Rose no compartía su entusiasmo. Para ella, solo era un recordatorio de lo que había perdido.
Cogió su maleta y la arrastró escaleras arriba hasta su nueva habitación. Era más grande de lo que recordaba de su infancia, con ventanales que daban al jardín trasero y una cama cubierta con sábanas blancas recién puestas por su madre. Se dejó caer sobre el colchón con un suspiro, observando las paredes desnudas que pronto llenaría con sus propias cosas.
Abrió su bolso y sacó su portátil, decidida a llamar a Max. Necesitaba escuchar su voz, sentir que su mundo no se había reducido a este pueblo olvidado. Encendió la pantalla y marcó el número, esperando que respondiera al otro lado.
—El pueblo es exactamente lo que imaginaba —dijo Rose, mirando por la ventana de su habitación—. Calles tranquilas, casas con jardines bien cuidados y una tienda en la esquina que parece sacada de otra época.
Max se encogió de hombros al otro lado de la pantalla.
—¿Y la casa? — Preguntó sin muchas ganas.
—Grande. Demasiado espaciosa para mi gusto. Tiene un porche enorme y contraventanas azules. Mamá está encantada, no deja de hablar de todos sus recuerdos aquí.
—Parece importante para ella —comentó Max, sin mucho interés.
Rose suspiró.
—Sí, supongo que sí. —Cambió de tema rápidamente—. Podemos hacer videollamadas todos los días después de clase, ¿no?
—Sabes que tengo entrenamiento —respondió él, evitando mirarla a los ojos.
—Entonces antes de dormir, aunque sea solo un rato, así nos contamos que tal el día — Agregó Rose con una ilusión muy notable en su voz.
Max suspiró. —Está bien… pero, ¿Cuánto tiempo estaremos así?

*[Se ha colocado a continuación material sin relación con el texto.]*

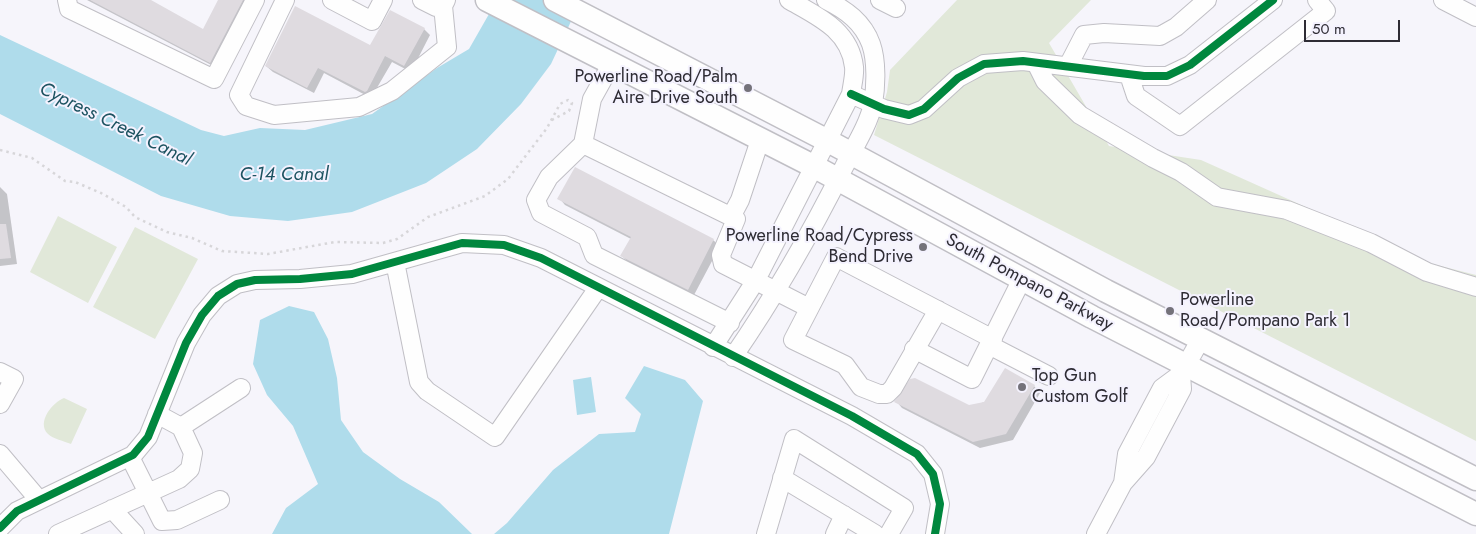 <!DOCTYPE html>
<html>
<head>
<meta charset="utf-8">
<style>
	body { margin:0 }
	#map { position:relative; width:1476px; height:534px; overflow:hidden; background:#f6f5fb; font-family:Jost,sans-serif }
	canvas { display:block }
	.scale { position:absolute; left:1304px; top:20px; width:96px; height:22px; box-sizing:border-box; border:2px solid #2e2c34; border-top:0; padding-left:6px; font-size:15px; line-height:18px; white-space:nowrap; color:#2e2c34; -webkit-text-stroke:4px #f4f2fe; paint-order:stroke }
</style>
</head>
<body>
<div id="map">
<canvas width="1476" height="534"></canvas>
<div class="scale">50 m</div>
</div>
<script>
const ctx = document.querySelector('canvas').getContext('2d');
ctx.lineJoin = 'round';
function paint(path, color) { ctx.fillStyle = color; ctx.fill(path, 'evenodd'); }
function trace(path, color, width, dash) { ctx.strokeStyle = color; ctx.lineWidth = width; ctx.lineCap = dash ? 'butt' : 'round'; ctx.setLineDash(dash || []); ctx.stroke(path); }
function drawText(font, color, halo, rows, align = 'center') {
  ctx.font = font + ' Jost,sans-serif'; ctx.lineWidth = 4; ctx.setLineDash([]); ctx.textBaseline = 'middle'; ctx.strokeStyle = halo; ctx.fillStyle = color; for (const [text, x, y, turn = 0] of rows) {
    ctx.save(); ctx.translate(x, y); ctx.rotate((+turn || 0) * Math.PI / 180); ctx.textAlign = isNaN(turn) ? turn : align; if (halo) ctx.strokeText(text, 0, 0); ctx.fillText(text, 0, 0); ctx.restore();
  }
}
paint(new Path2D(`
	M957,0H1091L1049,43L1109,146L1201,160L1433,264L1476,275V441L874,135L887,92L890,70Z
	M58,216L117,247L88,303L30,272Z
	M135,227L198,259L155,339L93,307Z
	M64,398L87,409L71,444C64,441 53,439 48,434C36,422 53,402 64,398Z`), '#e1e8d9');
paint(new Path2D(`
	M497,0H581L551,64L521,104L477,149L426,183L352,212L288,221L230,216L161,196L0,114V35L201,130L224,136L260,128L305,130L372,114L437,68L469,49Z
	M289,306L314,312L328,339L337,378L341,420L363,452L400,479L439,502L472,534H272L286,508L318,484L293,426L267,395L253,364L260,320Z
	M644,366L685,380L703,401L669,534H494L507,523L553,470L599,434L635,432L641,414L625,398Z
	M591,377L596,412L577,415L573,380Z`), '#afdceb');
paint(new Path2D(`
	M87,0H147L204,31L220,0H254L217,68Z
	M424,29L430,35L411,72L392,62L371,98L324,73L314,93L273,72L266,66L371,47Z
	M0,187L7,194L17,264L0,266Z
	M559,198L713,240L720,246L694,295L628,262L622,256L631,239L565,205Z
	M1034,386L1040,393L1013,440L980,448L902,408L896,401L969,407Z`), '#0003');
paint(new Path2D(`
	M90,0H151L203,29L218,0H243L210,63Z
	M295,6L370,45L390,10L425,28L404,66L385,56L367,91L365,92L318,68L307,88L265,66Z
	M575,167L714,239L688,290L620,256L631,237L557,199Z
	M0,224H6L11,258L0,259Z
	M1005,368L1035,385L1006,434L973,442L894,402L910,379L915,378L969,405L984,402Z`), '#dfdbe0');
const minor = new Path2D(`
	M67,0L69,9L214,79L255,0
	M285,0L239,95L246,106L274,115L359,107L392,91L447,47L443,6L446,0
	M332,0L372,21L383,0
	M422,0L436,7L443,6
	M880,0L896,8
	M1443,0L1476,17
	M612,63L592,99L583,144L549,177L536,200L541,213L587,237L594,255L730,323
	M1036,63L1045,81L1080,115L1153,158L1181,172L1217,197L1287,210L1371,243L1427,272L1476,287
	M1068,66L1084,35L1104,33L1160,36L1176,27L1207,0
	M1129,75L1136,96L1180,126L1326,11L1317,0
	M851,94L884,109L909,115L924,109L958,78L984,64L1023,61L1144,76H1167L1190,65L1273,0
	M583,144L736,219L721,255L723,264L809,308
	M731,217L740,200L760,140
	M395,262L419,382L427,391L495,437L598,288
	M938,310L893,388L887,394H879L861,387L845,365L793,340L836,257L993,339
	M989,345L1049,376
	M713,347L756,280L851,94C852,86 855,75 854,67C850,30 817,16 789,0
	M914,349L972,379L1022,279
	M733,357C775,296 811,233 844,167C854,147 868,126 873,104C876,87 877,61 871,44C863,22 846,10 826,0
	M0,372L14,379L0,404
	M181,427L241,388
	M0,454L39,500
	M130,457L162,521L177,520L220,500
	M782,478L875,534
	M1123,483L1127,454L1162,388L1181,374L1201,339
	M112,509L135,534
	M0,528L17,511L133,455L148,437L186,343L202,315L218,296L237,284L255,280L300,279L352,274L462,243L504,245L541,258L852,416L917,454L933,474L940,504L935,534
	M58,534L179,479L190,469L193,453L181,427L157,414
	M766,534L794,439L904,508L889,534
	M835,534L844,515
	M1096,534L1123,483L1146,457L1182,389L1181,374`);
const major = new Path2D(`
	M487,0L815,167L1092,317L1476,514
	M555,0L828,141L1106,291L1476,479`);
trace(minor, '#c0bfc5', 20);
trace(major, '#c0bfc5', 25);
trace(new Path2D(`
	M0,150L32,158L65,181L75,182L101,193L126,207L135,217L167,232L192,238L222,251L268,254L335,242L383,243L397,239L428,217L485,196L508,179L547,128L560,104L568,100L572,103L569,111L550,121`), '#d7d6d9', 2.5, [2.5, 4]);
trace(minor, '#fefefe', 18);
trace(major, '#fefefe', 22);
trace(new Path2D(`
	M851,94L884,109L909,115L924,109L958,78L984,64L1023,61L1144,76H1167L1190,65L1273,0
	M0,528L17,511L133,455L148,437L186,343L202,315L218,296L237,284L255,280L300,279L352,274L462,243L504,245L541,258L852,416L917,454L933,474L940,504L935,534`), '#00873e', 8);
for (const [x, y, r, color] of [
	[748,88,5,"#74727a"],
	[923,247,5,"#74727a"],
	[1170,311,5,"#74727a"],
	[1022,387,5,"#74727a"]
]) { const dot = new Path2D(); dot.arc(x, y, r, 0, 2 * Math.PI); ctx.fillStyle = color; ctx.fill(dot); trace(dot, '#f4f2fe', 2); }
drawText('18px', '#2e2c34', '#f4f2fe', [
	["Powerline Road/Palm",738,78],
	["Aire Drive South",738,99],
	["Powerline Road/Cypress",913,237],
	["Bend Drive",913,258],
	["Powerline",1180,301,"left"],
	["Road/Pompano Park 1",1180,322,"left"],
	["Top Gun",1032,377,"left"],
	["Custom Golf",1032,398,"left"]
], 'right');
drawText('18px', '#2e2c34', '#f4f2fe', [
	["South Pompano Parkway",1029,283,28]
]);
drawText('italic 19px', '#1d5361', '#f4f2fe', [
	["Cypress Creek Canal",115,125,26],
	["C-14 Canal",284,175]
]);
</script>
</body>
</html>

—No lo sé. Conociendo a mi madre, puede que unos meses quizá, ya sabes como es, cuando algo se le mete en la cabeza, no hay quien se lo quite, y ahí esta mi padre para cumplir todos sus caprichos sin importar nada ni nadie más. — Refunfuño rodando los ojos. — Los fines de semana puedo ir a verte, no estamos tan lejos. —Pero una simple hora y media de camino parecía una distancia de años luz.
—Ya veremos. —Su tono era indiferente. Demasiado indiferente.
—¡Max! —La voz de su madre interrumpió la conversación.
—Luego hablamos, Rose. —Y la pantalla se oscureció antes de que ella pudiera decir algo más.
Rose soltó un suspiro pesado. Las cosas con Max no habían estado muy bien últimamente. Él nunca había sido el novio más atento ni el más cariñoso, pero les iba bien, eran la pareja de moda, de la que todo el mundo hablaba en el instituto, como no, el rey del equipo y la reina de las animadoras. Rose estaba poniendo de su parte, pero la distancia solo parecía agregar otro obstáculo a una relación que ya se tambaleaba. Quizá la separación no cambiaría las cosas. Quizá solo aceleraría lo inevitable.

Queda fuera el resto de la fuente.